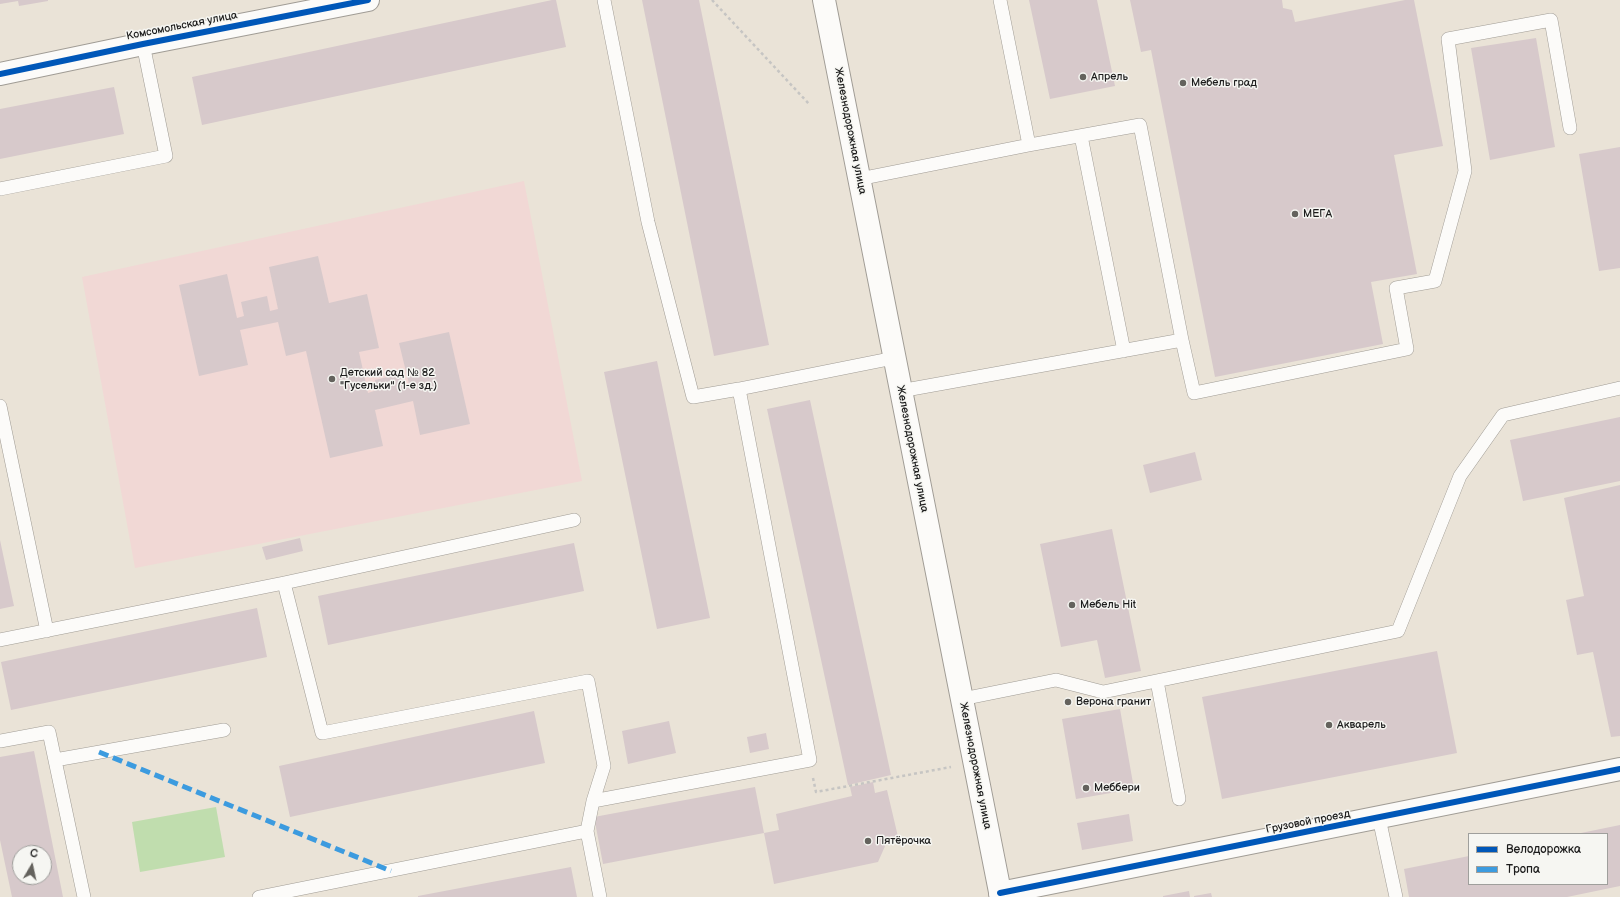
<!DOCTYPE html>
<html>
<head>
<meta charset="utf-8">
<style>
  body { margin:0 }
  #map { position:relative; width:1620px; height:897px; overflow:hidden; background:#eae3d7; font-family:"Balsamiq Sans",sans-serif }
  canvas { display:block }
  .legend { position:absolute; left:1468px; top:833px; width:140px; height:52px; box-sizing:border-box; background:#f6f6f2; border:1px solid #9f9f9c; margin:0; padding:5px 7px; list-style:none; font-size:12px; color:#1c1c1c }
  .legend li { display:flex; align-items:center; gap:8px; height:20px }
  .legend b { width:20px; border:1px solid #9f9f9c }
  .north { position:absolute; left:12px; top:845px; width:40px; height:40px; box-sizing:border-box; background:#f6f6f2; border:1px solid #9f9f9c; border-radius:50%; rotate:9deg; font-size:11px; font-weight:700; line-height:16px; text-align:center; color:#1c1c1c }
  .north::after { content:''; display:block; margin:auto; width:14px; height:18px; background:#64625d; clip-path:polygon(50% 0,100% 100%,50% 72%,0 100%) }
</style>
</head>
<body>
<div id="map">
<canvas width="1620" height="897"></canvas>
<ul class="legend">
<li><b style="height:5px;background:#0057b8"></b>Велодорожка</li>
<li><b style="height:5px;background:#3c9bdf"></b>Тропа</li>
</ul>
<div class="north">С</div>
</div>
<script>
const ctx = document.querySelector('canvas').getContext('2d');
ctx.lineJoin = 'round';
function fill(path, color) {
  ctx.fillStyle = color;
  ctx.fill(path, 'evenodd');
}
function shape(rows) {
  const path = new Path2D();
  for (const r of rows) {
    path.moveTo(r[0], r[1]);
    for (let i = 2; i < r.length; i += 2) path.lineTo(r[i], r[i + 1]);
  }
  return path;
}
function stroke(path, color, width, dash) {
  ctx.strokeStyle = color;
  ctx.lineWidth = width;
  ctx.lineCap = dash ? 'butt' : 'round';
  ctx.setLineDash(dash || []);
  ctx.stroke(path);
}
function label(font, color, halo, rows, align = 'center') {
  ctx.font = font + ' "Balsamiq Sans",sans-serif';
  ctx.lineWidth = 3;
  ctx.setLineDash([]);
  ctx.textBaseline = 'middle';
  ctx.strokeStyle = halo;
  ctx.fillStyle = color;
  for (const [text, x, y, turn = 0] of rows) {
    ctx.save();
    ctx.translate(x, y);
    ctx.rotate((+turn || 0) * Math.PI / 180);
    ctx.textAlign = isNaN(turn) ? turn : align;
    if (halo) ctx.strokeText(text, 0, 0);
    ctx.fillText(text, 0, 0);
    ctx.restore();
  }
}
fill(shape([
  [524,181,582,481,135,568,82,277]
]), '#f1d8d5');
fill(shape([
  [216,807,225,857,140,872,132,822]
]), '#c0ddae');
fill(shape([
  [0,0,48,0,48,1,19,6,18,1,0,4],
  [552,0,556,0,566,47,202,125,192,77],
  [642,0,699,0,769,345,714,356],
  [1029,0,1097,0,1115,86,1050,99],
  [1130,0,1282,0,1283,8,1292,10,1295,22,1405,0,1414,0,1443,146,1394,155,1417,274,1371,282,1383,344,1215,377,1151,50,1141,52],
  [1536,38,1555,147,1490,160,1471,48],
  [114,87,124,134,0,159,0,109],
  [1620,147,1620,268,1599,271,1579,154],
  [318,256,329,303,367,294,379,348,359,352,368,393,377,390,375,380,400,374,402,386,409,384,399,343,449,332,470,424,420,435,413,401,375,410,383,446,330,458,306,351,286,356,278,322,240,330,248,365,199,376,179,285,227,274,237,318,244,316,241,302,267,296,270,311,278,309,269,267],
  [657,361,710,618,657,629,604,372],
  [810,400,891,775,848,785,767,409],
  [1620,417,1620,481,1523,501,1510,440],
  [1195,452,1202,480,1150,493,1143,465],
  [1620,485,1620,736,1611,737,1593,652,1577,655,1566,600,1584,596,1564,498],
  [1112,529,1141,671,1105,678,1097,640,1061,647,1040,544],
  [300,538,303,551,266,560,262,547],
  [0,540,14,606,0,609],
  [574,543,584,591,328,645,318,596],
  [257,608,267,657,11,710,1,662],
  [1437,651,1457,753,1222,799,1202,697],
  [1120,709,1134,789,1076,799,1062,719],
  [534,711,545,763,290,817,279,766],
  [669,721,676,753,628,764,622,731],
  [766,733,769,749,750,753,747,737],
  [34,751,63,897,12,897,0,840,0,757],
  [20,853,44,853,44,877,20,877],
  [873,782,875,793,887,790,899,841,886,844,878,862,774,884,764,833,779,830,776,814,852,796,850,787],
  [755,787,764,833,603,864,594,817],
  [1129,814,1133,841,1082,850,1077,823],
  [1620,825,1620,886,1567,897,1409,897,1404,869,1469,856,1469,884,1607,884,1607,834,1581,833],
  [571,867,577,897,418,897,418,896],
  [1189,891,1190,897,1163,897,1163,896],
  [1211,893,1212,897,1194,897,1194,896]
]), '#d7c9cb');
const lane = shape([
  [1000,0,1029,145],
  [1081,136,1124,351],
  [859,179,1029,145,1140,125,1182,340,900,391],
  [0,189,166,156,143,44],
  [1182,340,1194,393,1407,349,1396,288,1435,281,1465,171,1448,39,1551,20,1570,128],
  [739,389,894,358],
  [0,406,47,631],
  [284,583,574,520],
  [0,640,284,583,322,733,588,681,604,766,593,801],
  [1157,681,1179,799],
  [962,699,1056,680,1103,692,1398,631,1460,476,1503,415,1620,388],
  [0,741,49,732,84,897],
  [55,760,224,730],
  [1379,818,1396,897],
  [587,831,600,897],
  [259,897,587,831,593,801,810,760,739,389,693,397,648,222,604,0]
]);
const street = shape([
  [0,74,143,44,368,0],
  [1000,893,1620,769]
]);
const secondary = shape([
  [824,0,1001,897]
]);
stroke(lane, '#a09c95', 14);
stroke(street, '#a09c95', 24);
stroke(secondary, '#a09c95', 24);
stroke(shape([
  [712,0,810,105],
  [813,778,816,792,951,767]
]), '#c6c5c3', 2.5, [3, 3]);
stroke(lane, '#fcfbf9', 13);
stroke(street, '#fcfbf9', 22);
stroke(secondary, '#fcfbf9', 22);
stroke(shape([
  [99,752,391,871]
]), '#3c9bdf', 5, [10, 5]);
stroke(shape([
  [0,74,143,44,368,0],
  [1000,893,1620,769]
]), '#0057b8', 6);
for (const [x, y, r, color] of [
  [1083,77,4,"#64625d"],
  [1183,83,4,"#64625d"],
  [1295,214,4,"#64625d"],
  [332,379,4,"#64625d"],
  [1072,605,4,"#64625d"],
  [1068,702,4,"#64625d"],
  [1329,725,4,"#64625d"],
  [1086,788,4,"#64625d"],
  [868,841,4,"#64625d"]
]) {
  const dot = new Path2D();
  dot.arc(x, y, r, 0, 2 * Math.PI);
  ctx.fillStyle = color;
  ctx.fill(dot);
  stroke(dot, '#f6f6f2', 1.5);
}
label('11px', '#1c1c1c', '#f6f6f2', [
  ["Комсомольская улица",182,26,-11],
  ["Железнодорожная улица",850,131,79],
  ["Железнодорожная улица",912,449,79],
  ["Железнодорожная улица",975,766,79],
  ["Грузовой проезд",1308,822,-11]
]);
label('11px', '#1c1c1c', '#f6f6f2', [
  ["Апрель",1091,77],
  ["Мебель град",1191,83],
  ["МЕГА",1303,214],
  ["Детский сад № 82",340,373],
  ["\"Гусельки\" (1-е зд.)",340,386],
  ["Мебель Hit",1080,605],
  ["Верона гранит",1076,702],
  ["Акварель",1337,725],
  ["Меббери",1094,788],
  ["Пятёрочка",876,841]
], 'left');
</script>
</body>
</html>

********************

### PROBLEM REQUIREMENTS
Search the preceding listing for "setLineDash", then copy every line that holds it.

### EXERCISE OUTPUT
  ctx.setLineDash(dash || []);
  ctx.setLineDash([]);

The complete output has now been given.